The Labour conference offered radical solutions to what they call the ‘Tory housing crisis’. Shadow Housing Secretary John Healey unveiled plans for a levy on holiday homes that would raise £560 million which would then be spent on providing homes for the homelessness. This redistributive policy is an attempt to bridge the gap between the housing ‘haves’ and the housing ‘have nots’. Labour will also ‘redefine the word affordable’ by building one million council and housing association homes at one third of local incomes for first time buyers according to Shadow Housing Minister Melanie Onn. Labour also announced a new renter’s union which would allow renters to ‘organise and defend their rights’ in the face of unscrupulous landlords.

These proposed reforms are radical and would represent a departure from the governments housing policy. However, they must be seen in the context of the Corbyn led Labour Party’s desire to completely remake the British economy. This conference demonstrated again what has been clear since Corbyn’s second leadership election victory in 2016; that the Labour Party is increasingly uniting behind Corbyn’s vision of an economy which is run in a way that bears little resemblance to the post 1979 consensus.
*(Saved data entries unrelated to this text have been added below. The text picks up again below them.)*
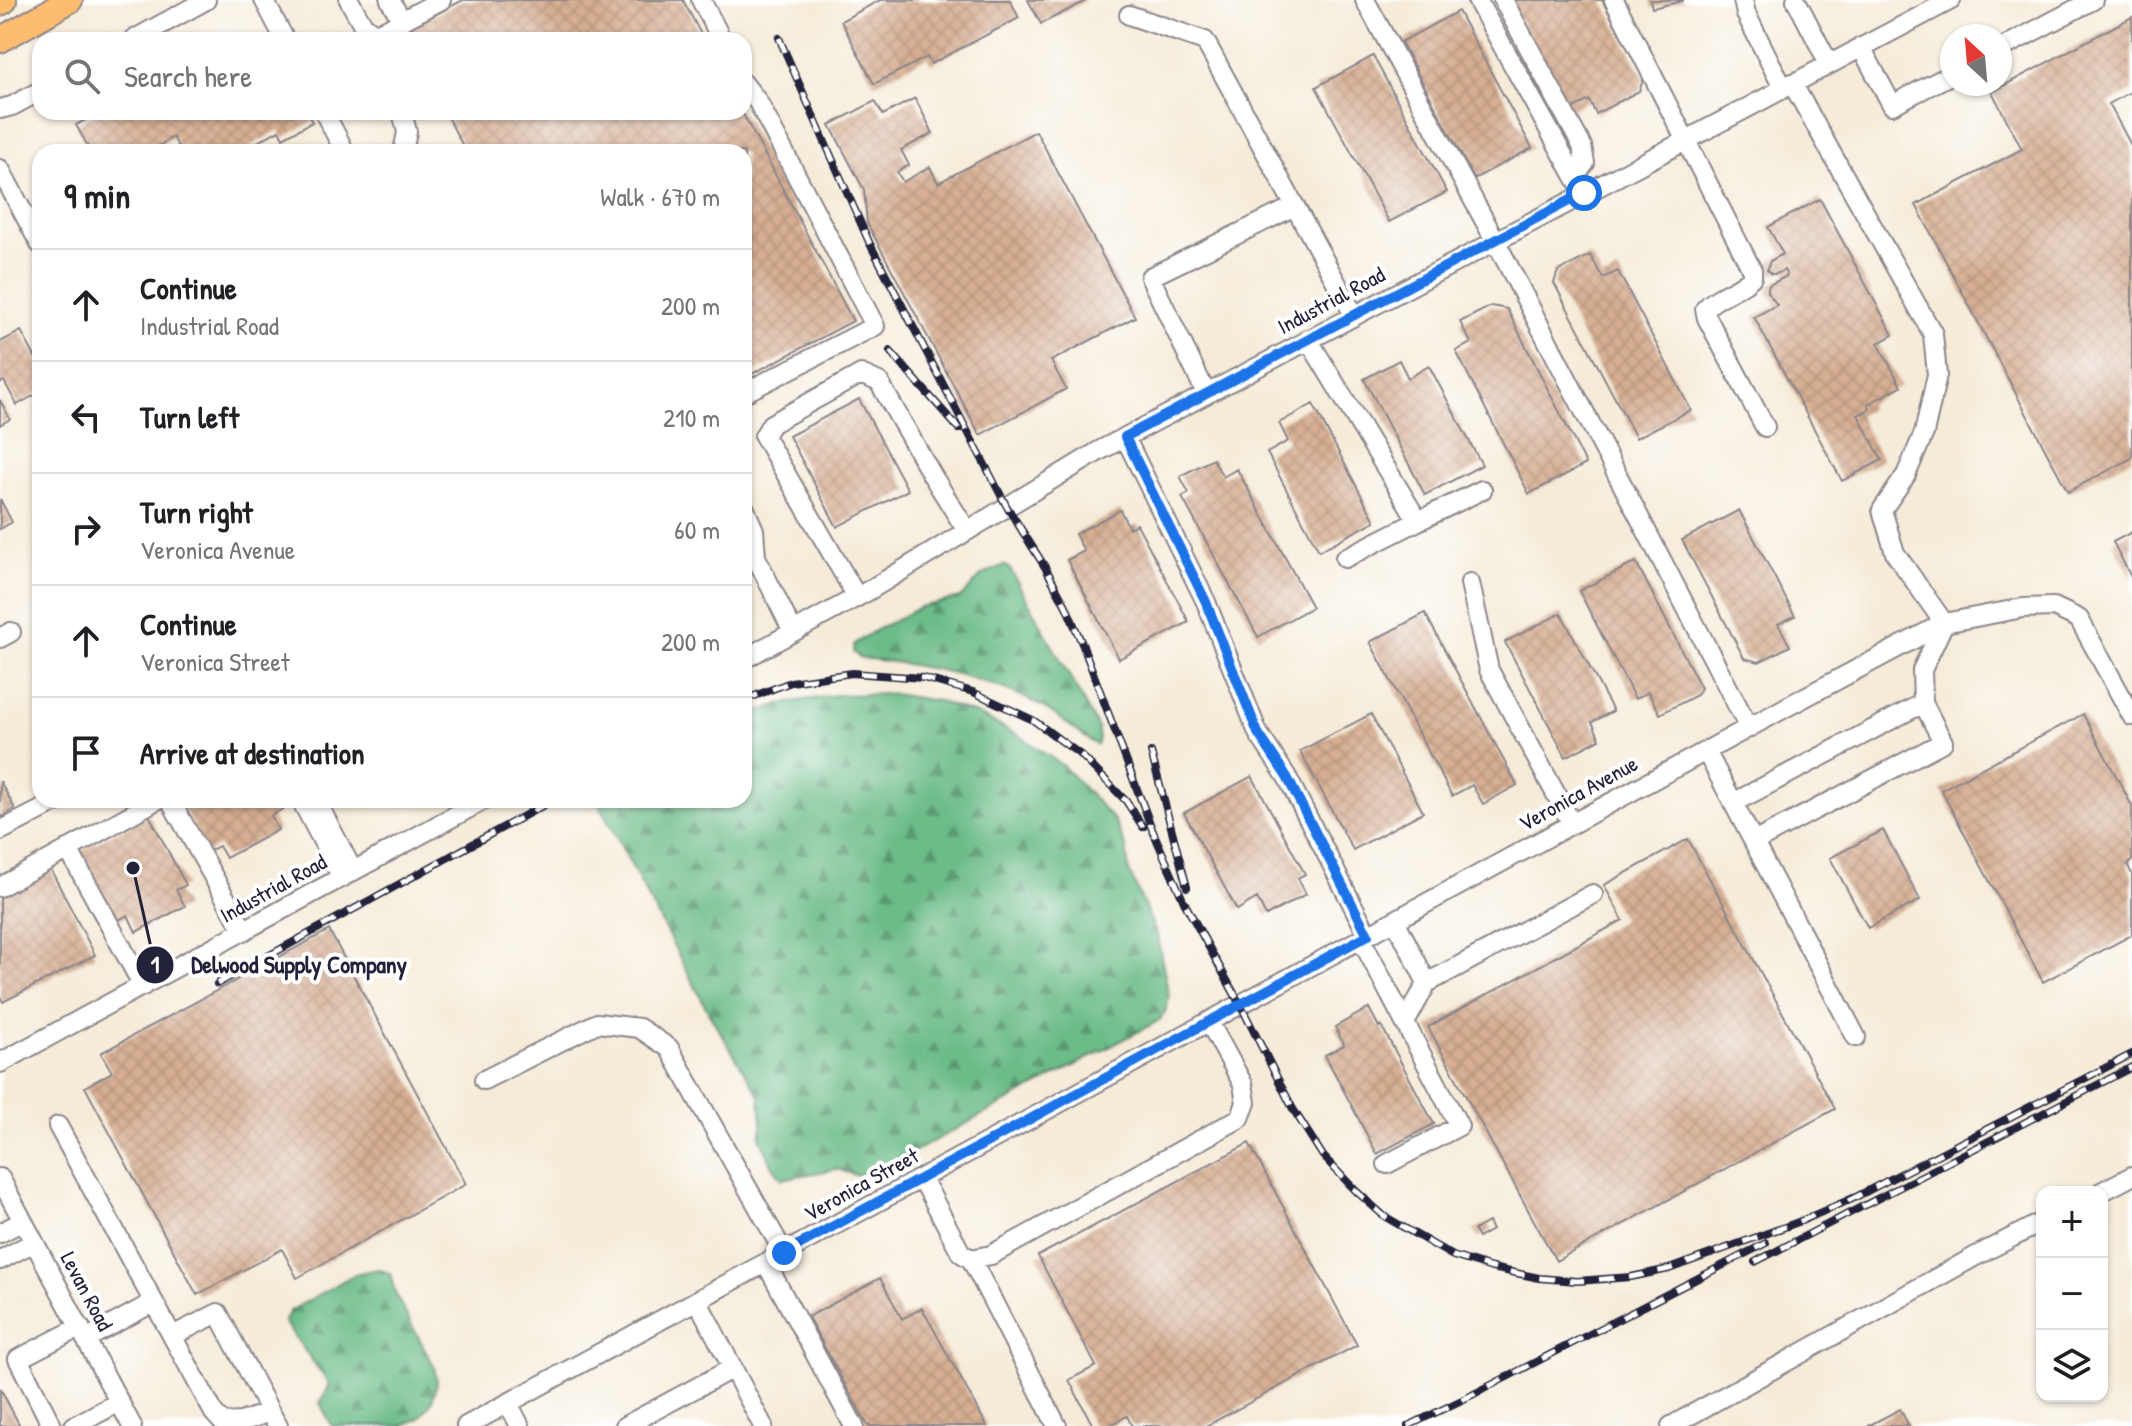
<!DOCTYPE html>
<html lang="en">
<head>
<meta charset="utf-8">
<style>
  body { margin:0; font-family:"Patrick Hand",sans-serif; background:#f6f6f6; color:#202124 }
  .controls { position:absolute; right:24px; bottom:24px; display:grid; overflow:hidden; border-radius:16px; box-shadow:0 2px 6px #0004 }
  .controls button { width:72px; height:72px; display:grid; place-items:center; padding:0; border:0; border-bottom:2px solid #e0e0e0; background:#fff; color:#202124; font:40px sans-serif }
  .compass { position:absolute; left:1940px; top:24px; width:72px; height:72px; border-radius:50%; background:#fff; box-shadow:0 2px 6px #0004; rotate:334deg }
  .stop { position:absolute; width:24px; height:24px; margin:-18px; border:6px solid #1a73e8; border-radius:50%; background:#fff }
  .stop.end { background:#1a73e8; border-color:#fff; box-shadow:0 2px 8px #0008 }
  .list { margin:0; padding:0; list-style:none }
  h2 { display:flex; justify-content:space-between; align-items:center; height:104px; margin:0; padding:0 32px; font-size:34px }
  h2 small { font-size:26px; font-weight:400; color:#757577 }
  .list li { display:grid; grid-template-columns:52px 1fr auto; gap:24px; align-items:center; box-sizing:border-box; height:112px; padding:0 32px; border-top:2px solid #e0e0e0 }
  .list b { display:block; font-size:30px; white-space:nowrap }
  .list p { margin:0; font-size:26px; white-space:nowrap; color:#757577 }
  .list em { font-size:26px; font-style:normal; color:#757577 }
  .icon { flex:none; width:44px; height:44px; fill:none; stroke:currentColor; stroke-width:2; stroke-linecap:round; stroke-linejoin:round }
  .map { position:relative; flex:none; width:2132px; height:1426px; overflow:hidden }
  .search { position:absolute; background:#fff; box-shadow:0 2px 6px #0004; left:32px; top:32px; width:720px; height:88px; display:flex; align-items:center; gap:20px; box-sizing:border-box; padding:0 28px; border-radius:24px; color:#757577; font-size:30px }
  .panel { position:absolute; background:#fff; box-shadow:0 2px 6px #0004; left:32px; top:144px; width:720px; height:664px; border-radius:24px }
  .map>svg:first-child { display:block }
  .forest { fill:url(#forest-firs); stroke:#476f62; stroke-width:2 }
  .building { fill:url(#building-cross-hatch) }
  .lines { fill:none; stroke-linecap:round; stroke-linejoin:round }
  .minor-casing { stroke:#8c868a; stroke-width:22 }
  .major-casing { stroke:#8c868a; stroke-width:28 }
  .highway-casing { stroke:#8c868a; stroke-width:32 }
  .minor { stroke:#fff; stroke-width:18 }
  .major { stroke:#febc70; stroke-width:24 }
  .highway { stroke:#febc70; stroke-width:28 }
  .rail-casing { stroke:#22223b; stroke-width:8 }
  .rail { stroke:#fff; stroke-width:5; stroke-dasharray:15; stroke-linecap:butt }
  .route { stroke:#1a73e8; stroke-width:10 }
  .labels { text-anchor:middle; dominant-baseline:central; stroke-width:8; stroke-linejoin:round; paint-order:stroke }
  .street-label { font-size:22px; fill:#22223b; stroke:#fff }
  .leader { fill:none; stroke:#22223b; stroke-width:3 }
  .callout-dot { fill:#22223b; stroke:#fff; stroke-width:3 }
  .mark-label { font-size:24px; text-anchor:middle; font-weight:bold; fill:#fff }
  .callout-label { font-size:24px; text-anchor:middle; font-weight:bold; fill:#22223b; stroke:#fff; stroke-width:8; stroke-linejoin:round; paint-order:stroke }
</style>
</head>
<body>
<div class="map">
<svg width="2132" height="1426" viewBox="0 0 2132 1426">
  <defs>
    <pattern id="forest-firs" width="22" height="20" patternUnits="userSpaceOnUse" patternTransform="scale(2)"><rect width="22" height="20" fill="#6cbc88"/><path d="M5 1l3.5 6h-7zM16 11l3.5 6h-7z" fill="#589870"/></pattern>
    <pattern id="building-cross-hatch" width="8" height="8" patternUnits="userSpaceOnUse" patternTransform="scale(2)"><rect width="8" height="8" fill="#d7af93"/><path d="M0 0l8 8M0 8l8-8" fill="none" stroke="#b89680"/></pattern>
  </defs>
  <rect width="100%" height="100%" fill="#fff"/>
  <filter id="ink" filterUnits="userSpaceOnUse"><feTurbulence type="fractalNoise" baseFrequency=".0125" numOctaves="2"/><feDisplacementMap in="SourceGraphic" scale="16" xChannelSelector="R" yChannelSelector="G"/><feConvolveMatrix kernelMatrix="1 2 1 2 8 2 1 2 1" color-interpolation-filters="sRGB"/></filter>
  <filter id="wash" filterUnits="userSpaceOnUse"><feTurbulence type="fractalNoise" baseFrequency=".006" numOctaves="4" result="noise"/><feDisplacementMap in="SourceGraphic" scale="32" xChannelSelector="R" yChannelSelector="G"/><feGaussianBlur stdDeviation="1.8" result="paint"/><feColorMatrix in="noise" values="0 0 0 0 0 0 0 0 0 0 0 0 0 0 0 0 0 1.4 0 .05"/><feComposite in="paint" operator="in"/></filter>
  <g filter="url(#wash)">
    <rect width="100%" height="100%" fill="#f5ebd8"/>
    <path class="forest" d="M 1004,565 L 1010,569 L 1097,726 L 1099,739 L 1097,745 C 1078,733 1060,717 1041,706 C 986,676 923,665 861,658 L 853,652 L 854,644 L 874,631 L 920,607 L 960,598 L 982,575 Z
      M 893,694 L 938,701 L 978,715 L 1020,736 L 1063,766 L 1114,820 L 1126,848 L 1129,871 L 1157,935 L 1169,996 L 1165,1012 L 1160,1020 L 870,1175 L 855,1175 L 837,1169 L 782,1179 L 772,1165 L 760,1137 L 762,1125 L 760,1096 L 711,1017 L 597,800 L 744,800 L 744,718 L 779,704 L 837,695 Z
      M 377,1269 L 390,1273 L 396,1296 L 434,1366 L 437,1382 L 432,1401 L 420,1418 L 402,1426 L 332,1426 L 320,1403 L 330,1385 L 284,1322 L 290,1311 L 355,1274 Z"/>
    <g id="blocks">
      <path class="building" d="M 463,0 L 683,0 L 704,40 L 407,40 L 402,32 Z
        M 880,0 L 1010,0 L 1019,18 L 931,64 L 927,57 L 874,84 L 841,21 Z
        M 1028,0 L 1088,0 L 1041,24 Z
        M 1509,0 L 1602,0 L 1644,78 L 1639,91 L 1596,114 L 1589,100 L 1568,111 Z
        M 1650,0 L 1683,0 L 1683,1 L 1652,8 Z
        M 1458,11 L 1532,148 L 1474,179 L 1401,42 Z
        M 2132,17 L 2132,91 L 2109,104 L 2132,147 L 2132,458 L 2068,492 L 1916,205 L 2022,149 L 1992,92 Z
        M 1373,56 L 1447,192 L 1389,222 L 1316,87 Z
        M 915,98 L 933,133 L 901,150 L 909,165 L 897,172 L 903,182 L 930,167 L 938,183 L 1036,131 L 1135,317 L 1051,361 L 1066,389 L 980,435 L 867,223 L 864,190 L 830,125 L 875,101 L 883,115 Z
        M 100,112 L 104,112 L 106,116 L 114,112 L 215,112 L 217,116 L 224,112 L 307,112 L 312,122 L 283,138 L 279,130 L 250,146 L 254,152 L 181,152 L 173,137 L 159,146 L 162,152 L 91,152 L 76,125 Z
        M 445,112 L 742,112 L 853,321 L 744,378 L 744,152 L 466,152 Z
        M 1820,199 L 1893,335 L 1878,343 L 1901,386 L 1868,404 L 1870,409 L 1858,415 L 1882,460 L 1842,481 L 1754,317 L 1777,305 L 1767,291 L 1769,285 L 1787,276 L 1784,270 L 1776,274 L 1771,274 L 1767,270 L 1770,261 L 1783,254 L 1768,227 Z
        M 1590,255 L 1603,278 L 1618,271 L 1691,410 L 1636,438 L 1554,283 L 1558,271 Z
        M 1491,306 L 1507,309 L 1586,464 L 1529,494 L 1456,351 L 1471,343 L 1460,322 Z
        M 21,331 L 40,366 L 40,392 L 17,405 L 4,381 L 0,383 L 0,342 Z
        M 1399,360 L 1408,378 L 1429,366 L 1482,465 L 1425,495 L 1364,379 Z
        M 859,399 L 908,490 L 837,527 L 789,436 Z
        M 0,400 L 10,419 L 0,425 Z
        M 1313,404 L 1375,521 L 1319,551 L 1267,453 L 1288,441 L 1279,423 Z
        M 1213,459 L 1223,477 L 1237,469 L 1312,607 L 1258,637 L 1182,497 L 1189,493 L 1180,476 Z
        M 0,499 L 12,522 L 0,529 Z
        M 1120,510 L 1129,528 L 1137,524 L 1189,622 L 1119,659 L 1067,560 L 1084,551 L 1075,534 Z
        M 1739,510 L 1795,616 L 1778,624 L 1790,646 L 1759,662 L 1744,658 L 1682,540 Z
        M 2132,532 L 2132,579 L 2113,542 Z
        M 1636,562 L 1701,688 L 1697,695 L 1660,714 L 1648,692 L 1635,699 L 1579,591 Z
        M 1425,613 L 1517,785 L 1483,804 L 1472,785 L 1452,796 L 1370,642 Z
        M 1561,613 L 1613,711 L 1592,722 L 1600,739 L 1566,757 L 1505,642 Z
        M 1371,714 L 1423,812 L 1353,850 L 1300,751 Z
        M 2083,714 L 2132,806 L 2132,861 L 2127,864 L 2132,874 L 2132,935 L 2043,982 L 1941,790 Z
        M 1252,776 L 1305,874 L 1298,878 L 1306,894 L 1266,916 L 1257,898 L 1237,910 L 1184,813 Z
        M 0,781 L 15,809 L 0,818 Z
        M 179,800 L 287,800 L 290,805 L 271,816 L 278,830 L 226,858 L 219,846 L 207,852 Z
        M 149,815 L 186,885 L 176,890 L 185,906 L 136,932 L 128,915 L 117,921 L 80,851 Z
        M 1883,830 L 1920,900 L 1868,928 L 1830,858 Z
        M 1688,839 L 1835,1109 L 1556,1261 L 1428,1027 L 1623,920 L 1604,885 Z
        M 51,870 L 95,955 L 3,1002 L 0,996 L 0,897 Z
        M 329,930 L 466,1184 L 297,1278 L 282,1249 L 197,1295 L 85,1087 L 112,1072 L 101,1053 Z
        M 1369,1008 L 1379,1027 L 1381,1025 L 1434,1124 L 1377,1154 L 1325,1055 L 1344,1045 L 1335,1027 Z
        M 1249,1143 L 1357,1345 L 1206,1426 L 1132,1426 L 1127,1416 L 1109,1426 L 1093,1426 L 1069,1380 L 1096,1366 L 1038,1256 Z
        M 1488,1222 L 1492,1230 L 1478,1238 L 1474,1230 Z
        M 880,1278 L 902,1319 L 922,1308 L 987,1426 L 868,1426 L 808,1317 Z
        M 0,1388 L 20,1426 L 0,1426 Z
        M 1900,1409 L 1909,1426 L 1868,1426 Z"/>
    </g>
  </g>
  <g filter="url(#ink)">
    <use href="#blocks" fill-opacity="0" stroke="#8c868a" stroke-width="2"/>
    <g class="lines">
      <defs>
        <path id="minor" d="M 264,0 L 285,40
          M 349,0 L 363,25 L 375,35 L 441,0
          M 390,0 L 402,21
          M 701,0 L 722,40
          M 1365,0 L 1495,240 L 1749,728
          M 1477,0 L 1584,193
          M 1503,0 L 1582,146 L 1585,163 L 1575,176
          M 1614,0 L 1752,270 L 1752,277 C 1739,291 1718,294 1705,309 L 1707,318 L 1765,427
          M 1743,0 L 1746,14 L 1783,88
          M 1796,0 L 1829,64
          M 1129,15 L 1205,41 L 1354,315
          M 133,40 L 206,0
          M 1861,47 L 1892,105 L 1952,74
          M 2000,49 L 2093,0
          M 1792,83 L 1933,334 L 1937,375 L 1924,433 L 1906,475 L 1882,510 L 1895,553 L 1944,623
          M 744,84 L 758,102 L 875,326 L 744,393
          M 0,109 L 12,106 L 40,91
          M 324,112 L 345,152
          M 402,112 L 407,132 L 403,152
          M 0,169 L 40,244
          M 1308,339 L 1418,521 L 1345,558
          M 1206,393 L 1150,277 L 1295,206
          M 1125,437 L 1206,602 L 1258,733 L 1287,777 L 1368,935
          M 744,507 L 754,530 L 756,557 L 793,632
          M 1418,521 L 1482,490
          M 1470,583 L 1489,670 L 1572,824
          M 857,597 L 764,436 L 771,424 L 861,374 L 879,382 L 932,475 L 967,531
          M 0,638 L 11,632
          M 744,659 L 868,591 L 1099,451 L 1951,0
          M 1923,703 L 1922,670 L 1944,623
          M 1706,751 L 1856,1037
          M 170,800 L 244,931
          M 301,800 L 342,878
          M 316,800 L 353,871
          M 1733,803 L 1923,703 L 1943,742 L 1754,842
          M 0,831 L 60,800
          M 68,849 L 143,986
          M 0,887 L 157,800
          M 1395,920 L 1427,983 L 1593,894
          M 1361,939 L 1459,1126 L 1387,1164
          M 1405,1023 L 1427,983
          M 0,1063 L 484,800
          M 484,1080 L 597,1023 L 639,1028 L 669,1048 L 784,1253
          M 58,1126 L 214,1413 L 223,1423 L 241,1422 L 270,1412 L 278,1426
          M 0,1178 L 132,1426
          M 922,1178 L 961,1253 L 971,1259 L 991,1255 L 1240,1118 L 1246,1103 L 1243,1084 L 1209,1022
          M 2101,1192 L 2132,1176
          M 0,1233 L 23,1221
          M 971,1259 L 1057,1426
          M 0,1260 L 34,1242
          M 766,1263 L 854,1426
          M 697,1300 L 763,1426
          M 172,1336 L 218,1313 L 270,1412
          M 86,1339 L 154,1302
          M 508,1403 L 520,1426
          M 52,1426 L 18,1359 L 80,1327
          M 74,1426 L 119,1402
          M 466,1426 L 1805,697 L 1944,623 L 2023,608 L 2054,607 L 2079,619 L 2132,716
          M 625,1426 L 733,1368
          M 1671,1426 L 1974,1257 L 2042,1222"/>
        <path id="major" d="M 0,40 L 70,0"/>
        <path id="highway" d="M 0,1 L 2,0"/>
      </defs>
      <use href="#minor" class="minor-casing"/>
      <use href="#major" class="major-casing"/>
      <use href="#highway" class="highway-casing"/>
      <use href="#minor" class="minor"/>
      <use href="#major" class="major"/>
      <use href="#highway" class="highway"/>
      <defs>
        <path id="rail" d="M 779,38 L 869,242 L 1007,507 L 1045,567 L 1066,606 L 1083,646 L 1152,829 L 1184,902 L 1240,1004 L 1293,1109 L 1323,1156 L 1355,1190 L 1384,1216 L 1453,1256 L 1492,1268 L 1539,1278 L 1577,1281 L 1631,1277 L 1669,1269 L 1801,1221 L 1858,1196
          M 890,351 L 959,429
          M 744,700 L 791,682 L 852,673 L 923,678 L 973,692 L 1033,720 L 1082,756 L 1126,801 L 1143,827
          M 1151,752 L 1187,887
          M 217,984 L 553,800
          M 1848,1201 L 2132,1054
          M 1755,1262 L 2132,1067
          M 1408,1426 L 1470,1396 L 1766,1243"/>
      </defs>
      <use href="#rail" class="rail-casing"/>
      <use href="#rail" class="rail"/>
    </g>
  </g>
  <g class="lines" filter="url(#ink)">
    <path class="route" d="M 784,1253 L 1368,935 L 1287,777 L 1258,733 L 1206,602 L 1125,437 L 1584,193"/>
  </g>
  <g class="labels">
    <g class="street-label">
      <text transform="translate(1331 300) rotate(-28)">Industrial Road</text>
      <text transform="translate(1578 793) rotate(-29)">Veronica Avenue</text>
      <text transform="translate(273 888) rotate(-29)">Industrial Road</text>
      <text transform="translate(861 1184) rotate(-29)">Veronica Street</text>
      <text transform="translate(87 1291) rotate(62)">Levan Road</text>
    </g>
  </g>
  <path class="leader" d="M133 868L155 965"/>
  <g class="callout-dot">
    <circle cx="133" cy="868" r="8"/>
    <circle cx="155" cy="965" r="20"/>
  </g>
  <g class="mark-label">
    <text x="155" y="973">1</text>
  </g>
  <g class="callout-label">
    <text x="299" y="973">Delwood Supply Company</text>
  </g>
</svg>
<div class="controls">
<button>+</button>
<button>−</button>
<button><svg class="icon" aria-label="layers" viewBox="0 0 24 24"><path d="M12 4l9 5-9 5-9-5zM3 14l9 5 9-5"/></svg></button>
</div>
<svg class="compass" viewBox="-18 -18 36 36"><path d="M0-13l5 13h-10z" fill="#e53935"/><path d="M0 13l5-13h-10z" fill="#757577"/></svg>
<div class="stop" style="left:1584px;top:193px"></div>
<div class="stop end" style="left:784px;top:1253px"></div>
<div class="search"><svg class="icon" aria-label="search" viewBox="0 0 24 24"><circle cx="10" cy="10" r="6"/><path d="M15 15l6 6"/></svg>Search here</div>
<section class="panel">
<h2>9 min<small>Walk · 670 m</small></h2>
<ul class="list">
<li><svg class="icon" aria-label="ahead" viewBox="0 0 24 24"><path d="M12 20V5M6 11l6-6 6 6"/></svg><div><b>Continue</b><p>Industrial Road</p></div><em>200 m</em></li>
<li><svg class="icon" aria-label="left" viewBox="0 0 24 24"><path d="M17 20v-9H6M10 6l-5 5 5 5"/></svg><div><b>Turn left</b></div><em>210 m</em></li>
<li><svg class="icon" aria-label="right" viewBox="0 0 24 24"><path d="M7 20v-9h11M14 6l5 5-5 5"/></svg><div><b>Turn right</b><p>Veronica Avenue</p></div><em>60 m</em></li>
<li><svg class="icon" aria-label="ahead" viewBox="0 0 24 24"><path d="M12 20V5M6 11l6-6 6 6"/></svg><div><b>Continue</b><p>Veronica Street</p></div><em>200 m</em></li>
<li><svg class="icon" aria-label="arrive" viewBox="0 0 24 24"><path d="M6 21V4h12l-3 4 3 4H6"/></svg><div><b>Arrive at destination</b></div></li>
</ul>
</section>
</div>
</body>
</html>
Surely, then the housing reforms articulated at this conference are just the starting point rather than the culmination of Labour’s reforming zeal when it comes to housing.

The Prime Minister on the other hand spent much of her speech trying to cast herself as a moderate in all things. The message was clear: Corbyn to the left of me, Boris to my right. She clearly has not lost faith in the view that elections are won in the centre ground. In a clear attempt to tac to the left and take up some of the space in the political centre vacated by Jeremy Corbyn’s Labour she announced an end to the cap on how much councils can borrow to build new homes. This is something the Local Government Association (LGA) has been calling for and was met with praise from local authorities in all parts of the country. It is thought the policy will loosen the grip of private developers and allow councils to build homes on a much greater scale as they did in the 1970s. It is a measure that is intended to alleviate the housing crisis and address the anger it has caused. It is part of the message that Theresa May wanted to ring out from her speech: austerity is over.

This party conference season may well be remembered for Theresa May’s ‘Dancing Queen’ routine more than anything else. However, on the issue of housing both parties set out their stall and their policies reflected their wider messages. Labour articulated radical policies; redistribution from second home owners to the homeless and one million ‘truly affordable’ homes. These reflect Labour’s wider desire to reimagine the British economy and put their values of equality and collectivism at the centre of it. Theresa May it seems is seeking to occupy the centre ground. She has abandoned the cap on council’s borrowing to build new homes in an attempt to draw a line under eight years of austerity and present herself as the person with the moderate and pragmatic solutions to the housing crisis, unconstrained by ideology. We will have to wait to see which vision is more persuasive to the British public but one imagines that once the dust has settled on Brexit it is the contrasting visions of the future put forward at this conference season that will decide the next general election.